_Task item_
Whatever appears in the records, retype it exactly, except for the pictures.

_Given data_
━━━━━━━━━━━━━━━━━━━━━━━━━━━━━━
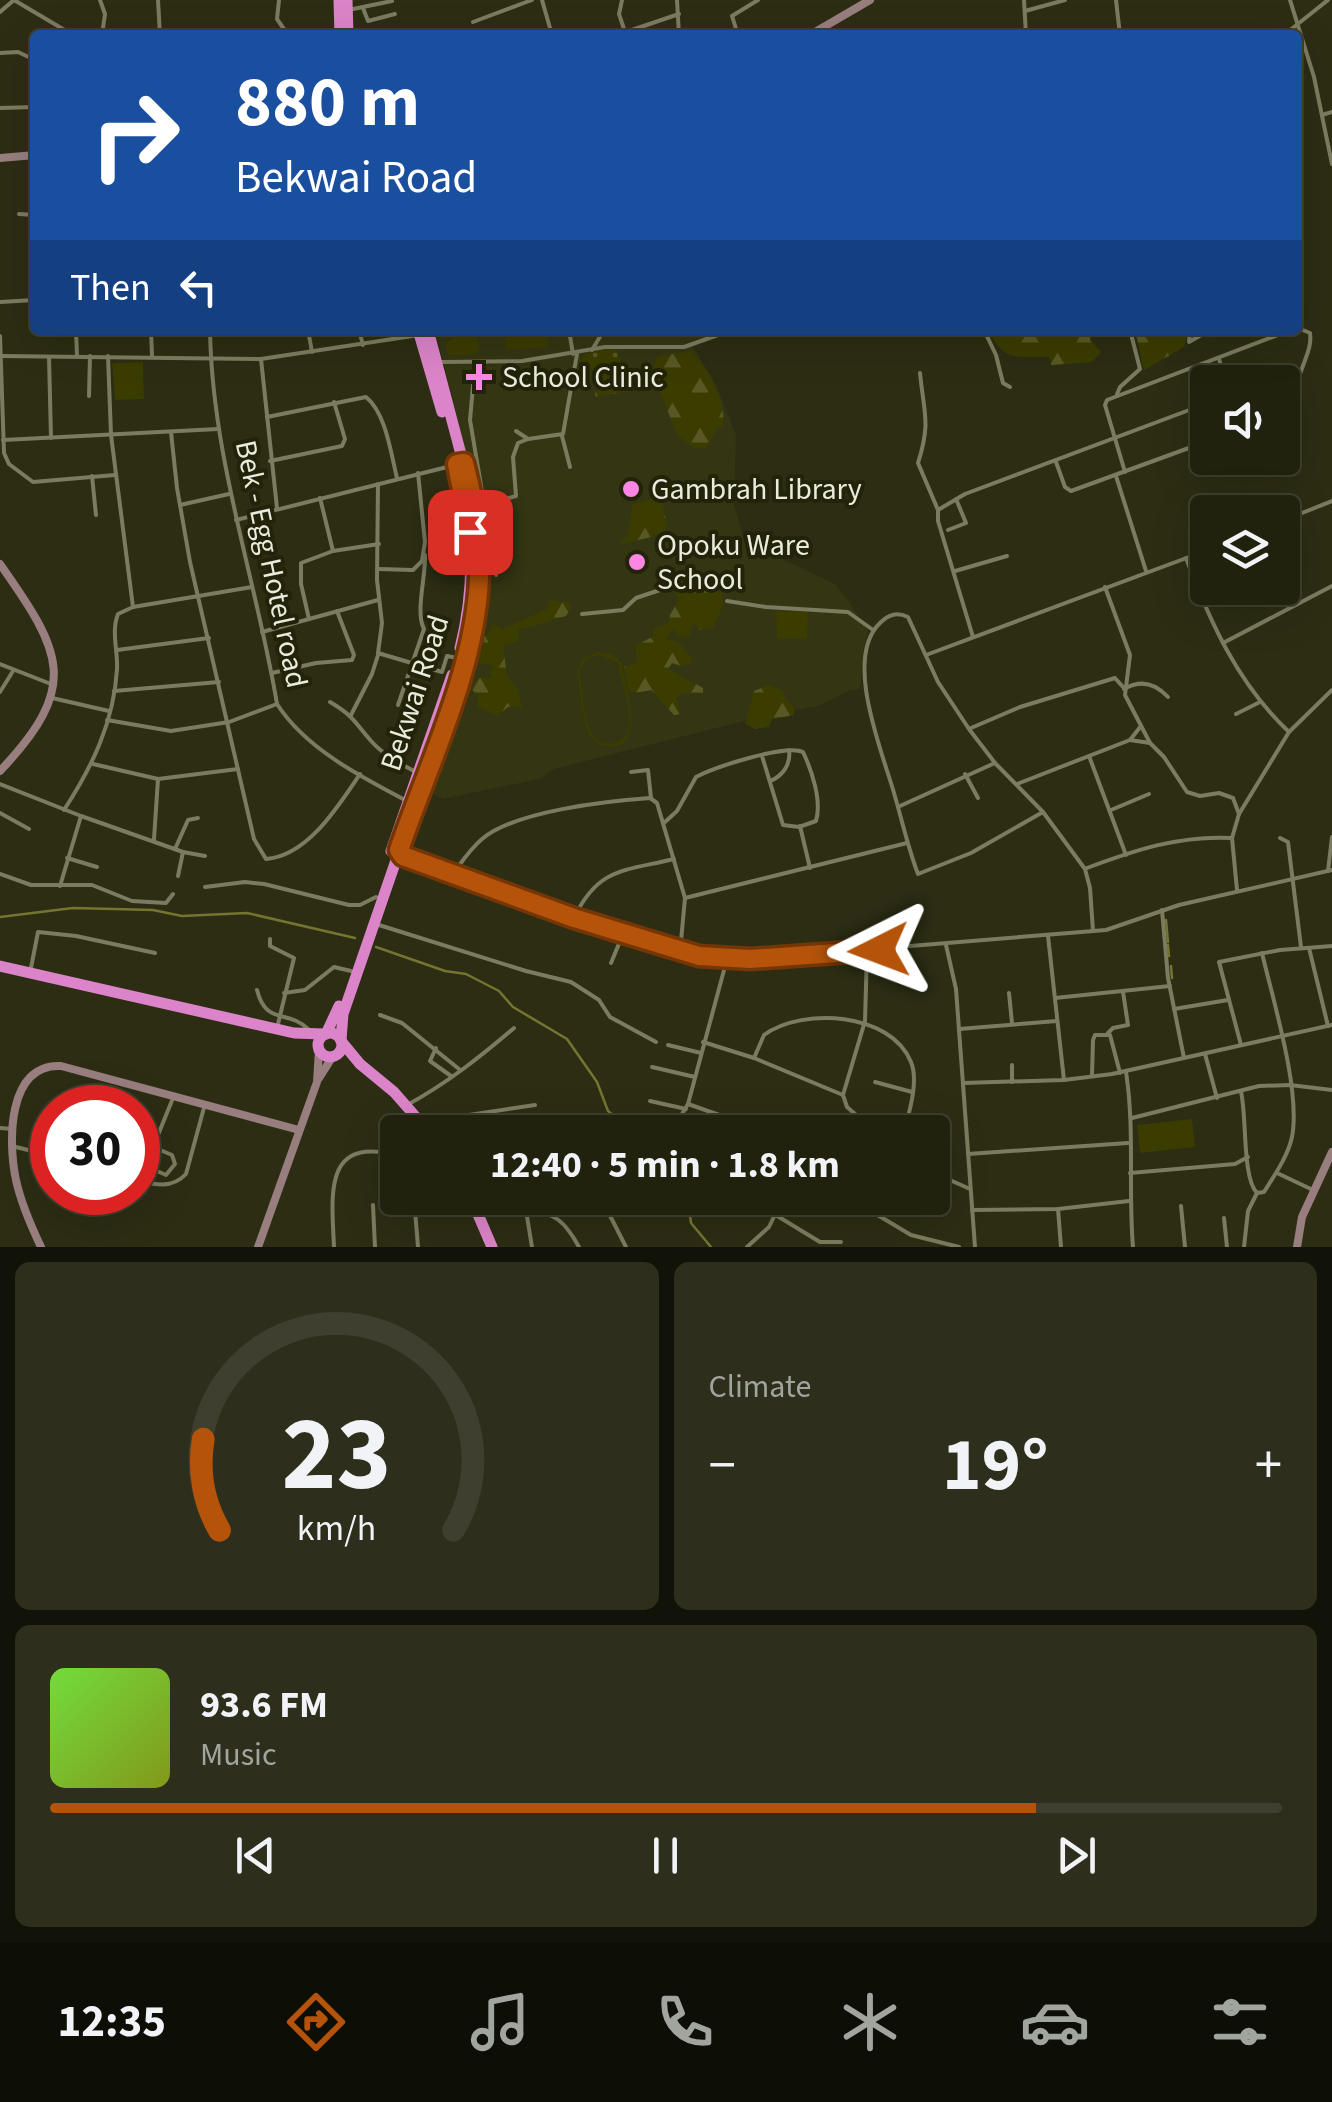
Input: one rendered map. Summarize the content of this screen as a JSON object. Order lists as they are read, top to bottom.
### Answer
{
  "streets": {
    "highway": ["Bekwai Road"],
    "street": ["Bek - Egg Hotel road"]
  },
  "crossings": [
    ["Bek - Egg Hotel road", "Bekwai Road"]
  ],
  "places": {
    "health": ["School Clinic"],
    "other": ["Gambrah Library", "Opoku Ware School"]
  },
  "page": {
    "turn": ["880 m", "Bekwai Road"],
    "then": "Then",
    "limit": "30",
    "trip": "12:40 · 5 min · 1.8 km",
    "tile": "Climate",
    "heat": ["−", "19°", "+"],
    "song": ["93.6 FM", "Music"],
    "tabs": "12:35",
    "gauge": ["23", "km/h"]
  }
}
━━━━━━━━━━━━━━━━━━━━━━━━━━━━━━
_The completed task_
Input: one rendered map. Summarize the content of this screen as a JSON object. Order lists as they are read, top to bottom.
### Answer
{
  "streets": {
    "highway": ["Bekwai Road"],
    "street": ["Bek - Egg Hotel road"]
  },
  "crossings": [
    ["Bek - Egg Hotel road", "Bekwai Road"]
  ],
  "places": {
    "health": ["School Clinic"],
    "other": ["Gambrah Library", "Opoku Ware School"]
  },
  "page": {
    "turn": ["880 m", "Bekwai Road"],
    "then": "Then",
    "limit": "30",
    "trip": "12:40 · 5 min · 1.8 km",
    "tile": "Climate",
    "heat": ["−", "19°", "+"],
    "song": ["93.6 FM", "Music"],
    "tabs": "12:35",
    "gauge": ["23", "km/h"]
  }
}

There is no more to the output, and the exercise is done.